Saturday, July 19, 2008

JS Editorial: That 'other' war

I don't know where to begin.

The Milwaukee Journal Sentinel Editorial Board has outdone itself with today's editorial, "That 'other' war."

Now that the surge has been deemed a success and 15 of the 18 benchmarks set out by Congress to measure success in Iraq have been met, the Left is shifting gears and focusing on Afghanistan.

For instance, the latest issue of TIME has a cover story on Afghanistan, "The Right War." It promises to explain "Why to the West is failing there and what to do about it."



Blah, blah, blah. When the libs can't proclaim disaster in Iraq, they switch to Afghanistan.

Following the national lib media's lead, the JS Editorial Board has decided to give attention to Afghanistan.

Much of the debate on Iraq has centered on whether the surge “worked.” But correctly getting more attention these days is the “other” war — the necessary one in Afghanistan.

Future discussion should take into account the ability of the United States to prevail over those who would return Afghanistan into the hands of those who harbored Osama bin Laden while simultaneously waging war in a country that didn’t.

...On Friday, President Bush and Iraqi Prime Minister Nouri al-Maliki agreed to set a “time horizon” for withdrawal of U.S. troops in Iraq. The Bush administration insists this is an “aspirational goal,” and not a timetable of the type demanded by Democrats. Whatever.

The point is that the withdrawals need to occur based not just on conditions on the ground in Iraq but on the needs in Afghanistan.

Sens. Barack Obama and John McCain seemingly disagree on whether Iraq has diverted resources and attention from more necessary work in Afghanistan. Obama says it has. Of course, it has. But both say they want to commit more U.S. troops to the war in Afghanistan.
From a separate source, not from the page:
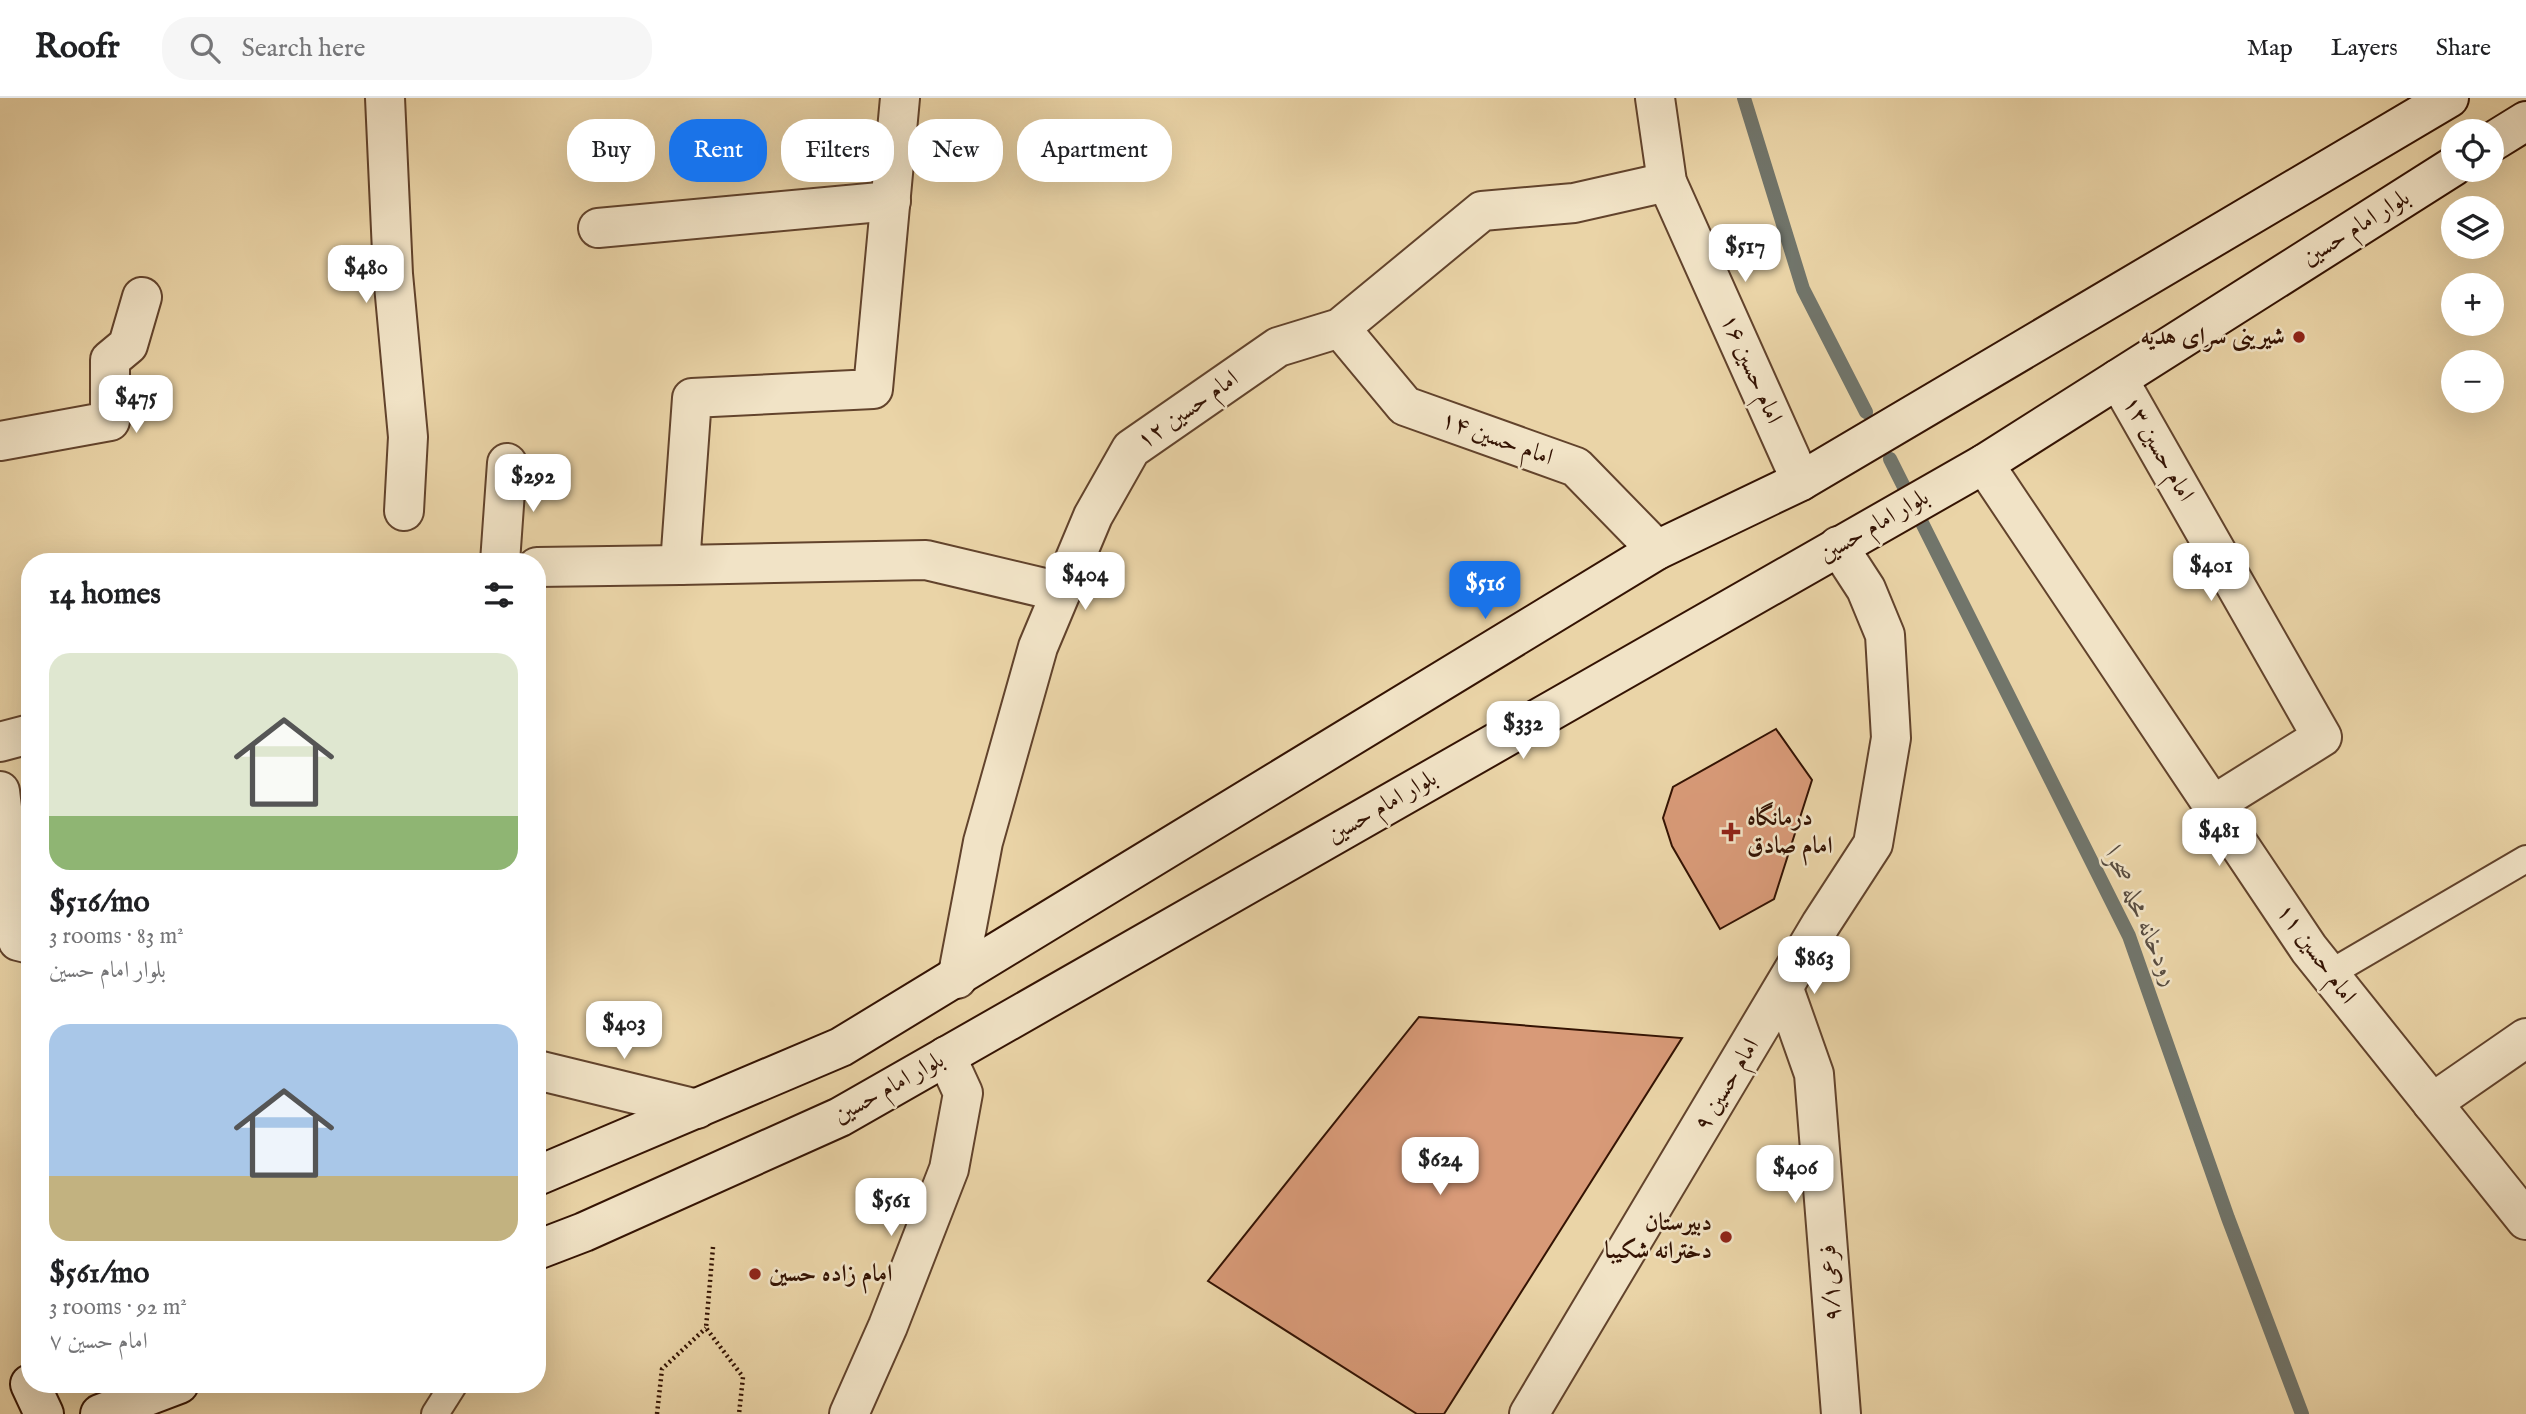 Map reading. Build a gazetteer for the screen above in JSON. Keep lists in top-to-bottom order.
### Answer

Good. But this will be most possible with a strategy that plans for an end to the U.S. occupation in Iraq, a plan of the type Obama favors and which the Bush Administration now is leaning toward while insisting it isn’t.

...Yet, until Friday, it appeared the administration was still resisting a withdrawal timeline. What part of the word “sovereign” did this administration not understand?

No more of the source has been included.